Драчуны - страница 25



Нет, однако, худа без добра, Иван Павлович давно планировал перемешать девчат с мальчишками, рассчитывая, что первые окажут дисциплинирующее влияние на последних. Жизнь сама поторопила ввести в действие этот план. Первые сорок пять минут ушли на то, чтобы совершить этот хоть и бескровный, но далеко не легкий переворот: хуторские девчонки не хотели сидеть с мальчишками из Непочетовки, а непочетовские – с хуторскими. Покорились они лишь тогда, когда Иван Павлович пригрозил употребить власть вплоть до применения высшей меры наказания – исключения из школы.

Девочки поплакали, но быстро утешились, когда увидели, что мои и Ванькины уличные друзья вели себя по-рыцарски, не дергали за косички, не шпыняли, не брызгали чернилами на их тетради, а напротив, были готовы в любую минуту взять под защиту напарницу, ежели кому-то вздумается обидеть ее. Кто знает, почему так случилось? Думается, что и сам Иван Павлович не рассчитывал на такой поразительно быстрый положительный результат революции, произведенной сверху. Не жило ли во всех нас тайно, подспудно томительное, беспокоящее желание примирения, и дорогу к нему мы подсознательно искали через этих девчонок, которые доводились либо сестрами, либо близкими родственницами драчунам? Может быть, и так. Факт же оставался фактом: в школе, к великой радости учителей, в особенности Марии Ивановны, воцарился порядок куда больший, чем он был до знаменитой потасовки.

Впрочем, я-то некоторое время продолжал посещать школу в немалой тревоге – боялся, как бы Иван Павлович не добрался и до меня и не перевел за парту к Катьке Лесновой, озорнущей девчонке с Хутора, которая по драчливости не только не уступала мальчишкам, но и превосходила их. Пока что Катька болела корью, находилась дома, и за ее партой сидела Марфа Ефремова, соседка Катькина и подруга. К ней Иван Петрович покамест никого не подсаживал: ожидал, верно, когда выздоровеет и придет в школу Леонова. Какая из них достанется мне и какая Мише Тверскову – вот вопрос, который не давал мне покоя. Видя это, Миша по дороге из школы уверял меня:

– Ты не бойся. Я все одно буду с тобой. Хошь, летом буду ночевать на вашей повети?

– Ну! – оживился я, употребив это «ну» в смысле утвердительного «да», как это делается и в нашем, и во многих других российских селах и деревнях.

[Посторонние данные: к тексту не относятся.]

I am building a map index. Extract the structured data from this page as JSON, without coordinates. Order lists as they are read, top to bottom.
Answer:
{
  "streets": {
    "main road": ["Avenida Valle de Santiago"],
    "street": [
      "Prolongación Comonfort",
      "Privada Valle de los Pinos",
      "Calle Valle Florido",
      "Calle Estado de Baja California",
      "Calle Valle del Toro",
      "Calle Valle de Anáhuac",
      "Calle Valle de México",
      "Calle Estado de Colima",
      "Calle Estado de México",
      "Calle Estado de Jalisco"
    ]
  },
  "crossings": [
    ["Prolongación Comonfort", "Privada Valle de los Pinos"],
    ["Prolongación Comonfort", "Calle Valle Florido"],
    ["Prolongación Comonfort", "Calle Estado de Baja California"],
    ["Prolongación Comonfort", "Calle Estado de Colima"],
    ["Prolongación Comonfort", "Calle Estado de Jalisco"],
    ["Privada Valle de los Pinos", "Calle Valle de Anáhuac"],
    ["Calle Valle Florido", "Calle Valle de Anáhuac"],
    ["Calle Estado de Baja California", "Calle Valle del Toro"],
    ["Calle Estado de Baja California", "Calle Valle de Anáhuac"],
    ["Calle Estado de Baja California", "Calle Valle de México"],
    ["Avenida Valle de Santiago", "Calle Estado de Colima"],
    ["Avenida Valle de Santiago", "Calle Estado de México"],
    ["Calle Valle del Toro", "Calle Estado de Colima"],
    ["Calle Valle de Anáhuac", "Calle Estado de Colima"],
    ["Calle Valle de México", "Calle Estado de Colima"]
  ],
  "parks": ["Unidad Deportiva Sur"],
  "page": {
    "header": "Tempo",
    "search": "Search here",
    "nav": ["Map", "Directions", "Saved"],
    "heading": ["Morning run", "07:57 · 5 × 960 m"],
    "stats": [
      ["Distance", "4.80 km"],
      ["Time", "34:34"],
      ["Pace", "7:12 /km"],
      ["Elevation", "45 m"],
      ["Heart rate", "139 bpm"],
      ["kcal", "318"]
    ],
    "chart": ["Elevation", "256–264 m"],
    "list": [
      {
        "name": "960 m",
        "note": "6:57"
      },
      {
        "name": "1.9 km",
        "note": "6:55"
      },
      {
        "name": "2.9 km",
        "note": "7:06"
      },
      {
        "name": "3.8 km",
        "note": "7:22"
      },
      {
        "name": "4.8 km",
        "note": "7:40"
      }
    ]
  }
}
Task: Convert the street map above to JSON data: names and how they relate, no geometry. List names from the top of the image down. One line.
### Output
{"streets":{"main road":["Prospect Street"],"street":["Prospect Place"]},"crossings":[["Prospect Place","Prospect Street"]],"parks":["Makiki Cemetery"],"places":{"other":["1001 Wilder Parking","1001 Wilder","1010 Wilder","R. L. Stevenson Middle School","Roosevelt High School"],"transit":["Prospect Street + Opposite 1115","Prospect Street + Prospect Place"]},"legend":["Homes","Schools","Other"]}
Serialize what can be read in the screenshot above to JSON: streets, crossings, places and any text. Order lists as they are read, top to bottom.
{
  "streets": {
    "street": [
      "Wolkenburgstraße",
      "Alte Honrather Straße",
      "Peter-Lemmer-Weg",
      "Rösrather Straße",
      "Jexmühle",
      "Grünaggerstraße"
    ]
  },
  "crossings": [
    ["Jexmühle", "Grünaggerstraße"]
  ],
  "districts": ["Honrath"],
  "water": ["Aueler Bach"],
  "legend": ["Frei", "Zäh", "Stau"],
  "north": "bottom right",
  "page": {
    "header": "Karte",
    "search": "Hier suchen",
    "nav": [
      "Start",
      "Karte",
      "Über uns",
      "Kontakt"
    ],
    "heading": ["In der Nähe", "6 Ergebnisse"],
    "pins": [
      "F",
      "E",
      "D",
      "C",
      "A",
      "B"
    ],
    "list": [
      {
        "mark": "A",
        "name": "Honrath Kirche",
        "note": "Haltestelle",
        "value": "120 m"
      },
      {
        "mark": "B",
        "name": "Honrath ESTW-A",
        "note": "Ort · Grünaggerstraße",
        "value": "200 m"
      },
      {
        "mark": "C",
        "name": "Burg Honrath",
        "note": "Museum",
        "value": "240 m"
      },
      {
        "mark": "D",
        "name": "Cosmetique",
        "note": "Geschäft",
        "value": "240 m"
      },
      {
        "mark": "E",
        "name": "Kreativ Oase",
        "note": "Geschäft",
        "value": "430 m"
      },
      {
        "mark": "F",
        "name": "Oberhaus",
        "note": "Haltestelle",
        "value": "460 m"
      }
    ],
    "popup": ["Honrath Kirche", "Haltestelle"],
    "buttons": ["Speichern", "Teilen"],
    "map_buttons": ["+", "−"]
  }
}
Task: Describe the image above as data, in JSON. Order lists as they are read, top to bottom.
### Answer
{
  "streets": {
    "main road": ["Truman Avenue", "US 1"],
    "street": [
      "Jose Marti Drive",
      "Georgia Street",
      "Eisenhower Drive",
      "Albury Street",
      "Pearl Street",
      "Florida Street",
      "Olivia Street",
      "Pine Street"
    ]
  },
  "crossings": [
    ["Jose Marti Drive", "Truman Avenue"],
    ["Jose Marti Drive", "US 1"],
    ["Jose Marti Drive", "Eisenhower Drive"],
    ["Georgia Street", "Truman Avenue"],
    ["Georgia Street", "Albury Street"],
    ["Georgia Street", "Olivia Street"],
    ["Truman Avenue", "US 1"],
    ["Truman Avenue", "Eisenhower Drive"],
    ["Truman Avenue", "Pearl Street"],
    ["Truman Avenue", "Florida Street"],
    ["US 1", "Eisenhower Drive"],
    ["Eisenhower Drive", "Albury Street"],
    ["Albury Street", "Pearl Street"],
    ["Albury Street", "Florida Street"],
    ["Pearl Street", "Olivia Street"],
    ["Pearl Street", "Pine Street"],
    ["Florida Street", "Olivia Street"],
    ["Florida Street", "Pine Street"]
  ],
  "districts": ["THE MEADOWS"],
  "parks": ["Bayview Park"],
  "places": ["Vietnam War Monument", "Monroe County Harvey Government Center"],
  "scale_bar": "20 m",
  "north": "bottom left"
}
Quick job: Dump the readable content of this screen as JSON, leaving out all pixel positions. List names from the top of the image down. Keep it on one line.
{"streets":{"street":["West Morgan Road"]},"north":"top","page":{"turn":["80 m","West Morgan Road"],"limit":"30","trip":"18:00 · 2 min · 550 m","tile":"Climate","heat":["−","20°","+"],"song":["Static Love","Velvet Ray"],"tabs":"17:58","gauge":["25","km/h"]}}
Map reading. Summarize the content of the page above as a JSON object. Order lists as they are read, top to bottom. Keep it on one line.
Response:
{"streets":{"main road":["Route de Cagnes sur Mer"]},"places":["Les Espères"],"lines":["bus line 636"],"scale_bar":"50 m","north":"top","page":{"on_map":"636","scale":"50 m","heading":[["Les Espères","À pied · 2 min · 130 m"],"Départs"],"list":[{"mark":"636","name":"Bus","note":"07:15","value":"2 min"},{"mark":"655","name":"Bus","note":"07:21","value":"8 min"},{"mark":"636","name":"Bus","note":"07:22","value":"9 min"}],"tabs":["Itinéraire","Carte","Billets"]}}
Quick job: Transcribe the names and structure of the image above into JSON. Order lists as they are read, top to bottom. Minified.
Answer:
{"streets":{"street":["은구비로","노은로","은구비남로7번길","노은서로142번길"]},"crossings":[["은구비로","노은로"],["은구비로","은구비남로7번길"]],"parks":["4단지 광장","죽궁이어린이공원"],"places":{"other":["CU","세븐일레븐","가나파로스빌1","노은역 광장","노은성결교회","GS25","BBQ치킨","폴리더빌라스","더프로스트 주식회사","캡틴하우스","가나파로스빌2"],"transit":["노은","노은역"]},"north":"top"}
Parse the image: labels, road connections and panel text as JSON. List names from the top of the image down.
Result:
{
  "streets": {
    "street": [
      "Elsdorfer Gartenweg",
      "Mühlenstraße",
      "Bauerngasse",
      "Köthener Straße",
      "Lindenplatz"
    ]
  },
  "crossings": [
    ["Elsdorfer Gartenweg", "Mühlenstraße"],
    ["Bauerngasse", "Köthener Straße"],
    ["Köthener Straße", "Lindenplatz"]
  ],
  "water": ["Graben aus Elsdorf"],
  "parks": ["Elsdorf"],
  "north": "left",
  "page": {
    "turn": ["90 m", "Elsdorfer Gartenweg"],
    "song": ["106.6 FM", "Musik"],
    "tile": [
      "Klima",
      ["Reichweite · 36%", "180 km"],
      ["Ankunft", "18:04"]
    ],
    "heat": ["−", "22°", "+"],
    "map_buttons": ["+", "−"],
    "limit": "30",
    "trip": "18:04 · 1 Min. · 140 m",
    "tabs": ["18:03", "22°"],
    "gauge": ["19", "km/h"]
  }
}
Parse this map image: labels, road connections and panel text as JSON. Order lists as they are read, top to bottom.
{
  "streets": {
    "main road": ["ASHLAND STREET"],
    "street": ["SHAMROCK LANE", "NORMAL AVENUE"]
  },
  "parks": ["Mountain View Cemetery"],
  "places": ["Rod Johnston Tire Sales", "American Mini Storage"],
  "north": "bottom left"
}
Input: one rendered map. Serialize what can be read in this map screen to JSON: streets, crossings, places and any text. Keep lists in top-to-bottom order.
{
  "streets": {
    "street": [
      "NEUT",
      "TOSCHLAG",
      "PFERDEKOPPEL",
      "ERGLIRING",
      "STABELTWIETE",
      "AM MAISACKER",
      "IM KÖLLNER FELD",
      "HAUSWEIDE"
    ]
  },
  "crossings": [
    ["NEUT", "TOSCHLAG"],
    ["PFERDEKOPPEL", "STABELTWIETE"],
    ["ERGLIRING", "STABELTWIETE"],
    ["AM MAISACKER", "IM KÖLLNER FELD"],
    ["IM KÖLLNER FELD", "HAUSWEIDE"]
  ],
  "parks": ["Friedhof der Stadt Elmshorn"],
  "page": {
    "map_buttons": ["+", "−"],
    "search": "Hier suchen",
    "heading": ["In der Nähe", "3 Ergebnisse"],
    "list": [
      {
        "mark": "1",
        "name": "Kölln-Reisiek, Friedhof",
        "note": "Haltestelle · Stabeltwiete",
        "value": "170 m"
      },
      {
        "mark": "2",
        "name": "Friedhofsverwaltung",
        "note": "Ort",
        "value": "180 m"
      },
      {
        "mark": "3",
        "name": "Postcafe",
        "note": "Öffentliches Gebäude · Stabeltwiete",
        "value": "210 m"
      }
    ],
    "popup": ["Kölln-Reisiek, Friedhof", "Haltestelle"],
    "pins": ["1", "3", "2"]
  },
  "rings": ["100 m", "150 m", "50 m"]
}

Поощренный моим решительным согласием, Миша Тверсков пошел еще дальше:

– А хошь, я и зимой иногда буду оставаться у тебя на всю, ну, совсем на всю – на всю ночь? А?

– А то рази! Конешное дело, хочу. Только, Миш, у меня нет кровати…

– Ну и што? На полу будем спать. Постелим плавки[2] – и все!

– Вот здорово! А когда ты придешь к нам с ночевкой?

– Хошь, нынче же и приду!

И он действительно пришел, а потом оставался ночевать у нас все чаще и чаще. Теперь мамина шуба, заменявшая нам одеяло, должна была укрывать не троих, а четверых: я и Миша Тверсков лежали посередке, а братья мои, Санька и Ленька, по краям. К утру, когда изба выстуживалась, бедняги тянули шубу каждый к себе, потому что то спина, то пузо оказывались у них открытыми и зябли. Нам же с Мишой было тепло: согретые собственными телами, мы еще грелись и от старших моих братьев, которые стоически терпели и вели тихую, бесшумную войну за края маминой шубы, годами как бы уменьшающуюся в размере, подобно шагреневой коже. Санька и Ленька могли бы сказать мне, чтобы я избавил их от моего нового друга, но они не сделали этого, потому что понимали, что я очень страдаю и ищу себе товарища, который хоть в какой-то степени мог заменить Ваньку Жукова. Дело было поправлено тем, что папанька, расщедрившись или же скрепя сердце, ссудил нам казенный сельсоветовский тулуп, в который одевался во время частых выездов в район, за семнадцать верст от Монастырского.